Writer and historian in Western Australia

William Hedley Richardson Bunbury (born 7 October 1940), known as Bill Bunbury, is a British-born Australian broadcaster, producer, historian and writer. He spent much of his career with the Australian Broadcasting Corporation (ABC).

==Early life and education==
Bunbury was born in Glastonbury, England, in 1940 to an Australian father and an English mother. He graduated with an honours degree from Durham University in 1963 and subsequently moved to his father's native Australia. He initially worked for two months on his cousin's farm in Broomehill before moving to Perth, where he taught English at Guildford Grammar School.
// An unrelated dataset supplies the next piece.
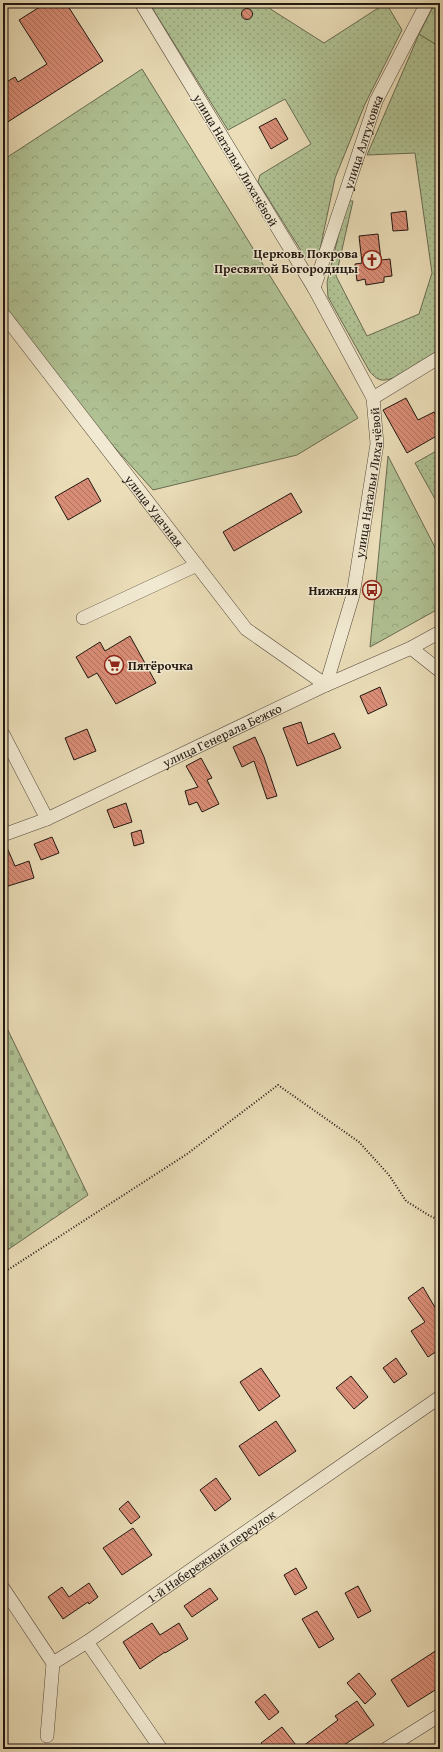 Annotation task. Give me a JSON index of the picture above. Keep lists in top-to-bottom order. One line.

During a visit to the school by an ABC television crew, Bunbury met producer Roger Penny, who encouraged him to apply for a position with the broadcaster. He joined the ABC education department in May 1969.

==Career==
Bunbury's first couple of years at the ABC consisted of radio work. He moved to television shortly afterwards to present a children's program called Here in the West. Later, while making a film series about significant communities, he came across the experience of Group Settlers in Denmark, Western Australia in the 1920s. Unable to get funds for a TV production he recorded a 30-minute radio documentary THEY SAID YOU'D OWN YOUR OWN FARM Its unexpected popularity prompted Bunbury to
move full time to radio, travelling around Western Australia recording series called LIVING HISTORY.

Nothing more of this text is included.